1. Introduction
As semiconductor technology scaling becomes increasingly difficult, 3D stacking has recently gained attention due to its potential to offer much higher form factor along with higher performance and lower power compared to 2D designs. 3D stacking can be achieved in many different ways: package-to-package stack, die-to-die stack, die-to-wafer stack, and wafer-to-wafer stack. Package-to-package stack and die-to-die stack allow selection of known good dies for stacking and, thus, provide higher yield but limited performance improvement compared to 2D. In addition, these have higher cost as each die needs to be handled individually while building a stacked module [
1,
2,
3]. The through-silicon-via (TSVs) used in package and die level stacks are typically larger in size thereby limiting the bandwidth and performance offered by these. On the other end, wafer-to-wafer 3D stack allows TSVs to be scaled by 20 times thereby allowing much higher bandwidth and performance improvement along with lowest manufacturing cost by allowing stacking of wafers instead of chip and thereby supporting volume production. However wafer-stacking technology can potentially suffer from compounded yield loss, but this can be mitigated by the use of innovative circuit design, fault tolerant and repair techniques. Due to the strong consumer demand for higher performance in a smaller size with lower cost 3D technology, the industry is moving towards wafer level stacked technology.
The scaling of TSVs depends on the aspect ratio (DTSV/TSi) of TSV diameter (DTSV) to thickness of silicon (TSi), which in turn is governed by techniques used to etch, deposit the oxide and plating of TSVs. Thus silicon thickness must scale with TSV diameter for fixed aspect ratio. Handling of thin die is more difficult than handling of thin wafers and thus wafer stacking supports smaller TSVs and TSV keep out, and much higher 3D connection density thereby allowing much higher bandwidths. Also, by allowing TSVs to directly land on a wiring level, the need of micro-pillars for 3D communication is eliminated in wafer stacking, thereby overcoming the limitation imposed by limited scaling of micro-pillar pitch, and, thus, favoring further scaling of TSV pitch that supports higher bandwidth.

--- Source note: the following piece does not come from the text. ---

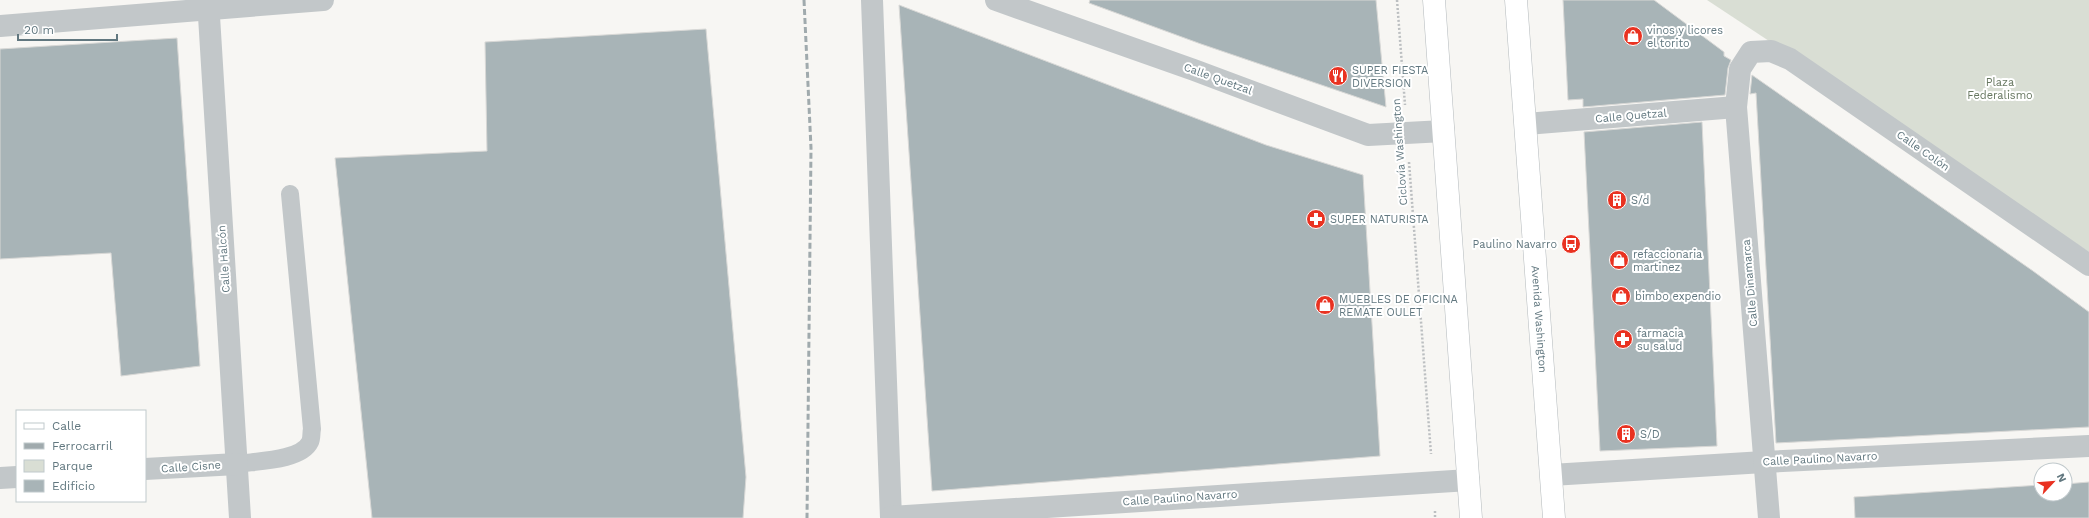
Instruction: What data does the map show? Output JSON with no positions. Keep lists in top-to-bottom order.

Two key applications for wafer stacking are envisioned to be (a) massively parallel simple cores; (b) scaling of commodity memory. The increasing cost of lithography, and reliability and yield issues associated with the scaling of technology have made the cost reduction with scaling of technology node very difficult. Wafer scale 3D stacking allows scaling with existing technology nodes. Prior work [
3] has presented wafer-scale integration with tungsten TSV for low-power applications.
In this paper we present the stacking of high performance POWER7™ cache cores [
4] in 45 nm SOI technology with EDRAM and 13 metal levels. Five micrometer diameter electrically isolated Cu TSVs at 13 µm pitch are used for power delivery and signal communication in the stacked cache cores. Wafers are aligned and joined using low temperature oxide bonding after nine levels of metals. The wafers are thinned to 13 µm using grind polish and etch. TSVs are defined post bonding and thinning using conventional alignment techniques. Up to four additional metal levels are formed post bonding and TSV definition.

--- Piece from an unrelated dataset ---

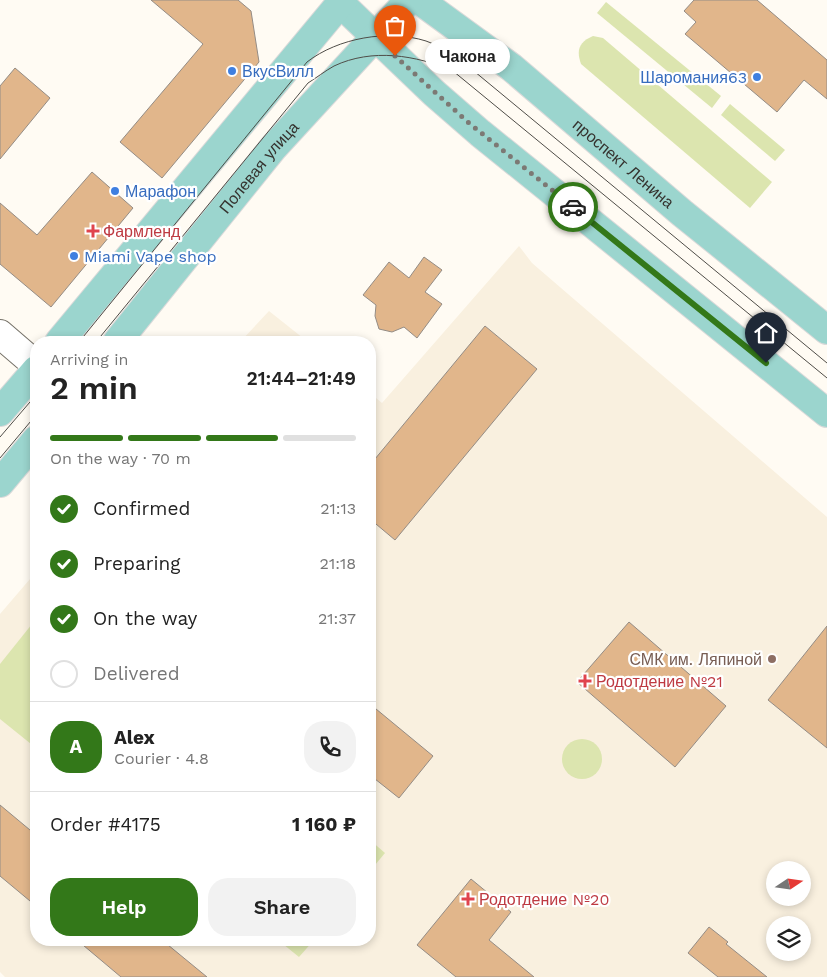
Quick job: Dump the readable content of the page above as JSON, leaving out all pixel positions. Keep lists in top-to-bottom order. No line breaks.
{"streets":{"main road":["проспект Ленина","Полевая улица"]},"places":{"other":["Чакона","ВкусВилл","Шаромания63","Марафон","Miami Vape shop","СМК им. Ляпиной"],"health":["Фармленд","Родотдение №21","Родотдение №20"]},"north":"right","page":{"bubble":"Чакона","heading":["2 min","Arriving in","21:44–21:49"],"panel":["Alex","Courier · 4.8","Order #4175","1 160 ₽"],"bar":"On the way · 70 m","list":[["Confirmed","21:13"],["Preparing","21:18"],["On the way","21:37"],"Delivered"],"round":"A","buttons":["Help","Share"]}}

The remainder of this paper is organized as follows:
Section 2 provides a review of the existing methods for wafer-scale bonding along with a comparison of how the existing methods differ from our method of oxide bonding. The details of our wafer stacking 3D technology and process flow are described in
Section 3.
Section 4 describes the hardware test results and analysis. Finally, conclusions are presented in
Section 5.
2. Previous Work
Wafer-scale bonding can yield important benefits with respect to 3D integration. Among these are micro-scale interconnects (IC) with lower IC delay, very high data bandwidth due to the tighter possible IC pitch, and lower power consumption. In addition, very high throughput is achievable as multiple chips are bonded in parallel fashion and singulated later. As a result, cost savings and high-volume manufacturing can be achieved. With minimal modifications and additions to current manufacturing infrastructure, wafer-scale integration is possible, provided a suitable bonding approach is selected. There are several options regarding the wafer bonding approach, several of which are discussed below.
2.2. Hybrid Bonding
In this wafer bonding process, bonding of the metallic features on the surface of the wafers (for direct electrical connectivity) are accompanied by the bonding of the surrounding dielectric surfaces, either oxide or polymer, depending on the exact method used [
9]. The dielectric can be oxide inter layer dielectric (ILD) or polymer (
i.e., BCB). Special surface preparation steps are used, such as chemical mechanical polishing, plasma and/or wet cleans for surface cleaning and surface termination/activation. Typically, low surface topography and atomically smooth roughness is required, although use of recessed metal structures with respect to the dielectric is common. The bonding typically involves an initial room temperature bonding step to preserve alignment, followed by a thermal compression bonding step in the case of polymer/metal hybrid bonding, which ensures bonding of both metal-metal and polymer-polymer surfaces and establishes electrical connectivity.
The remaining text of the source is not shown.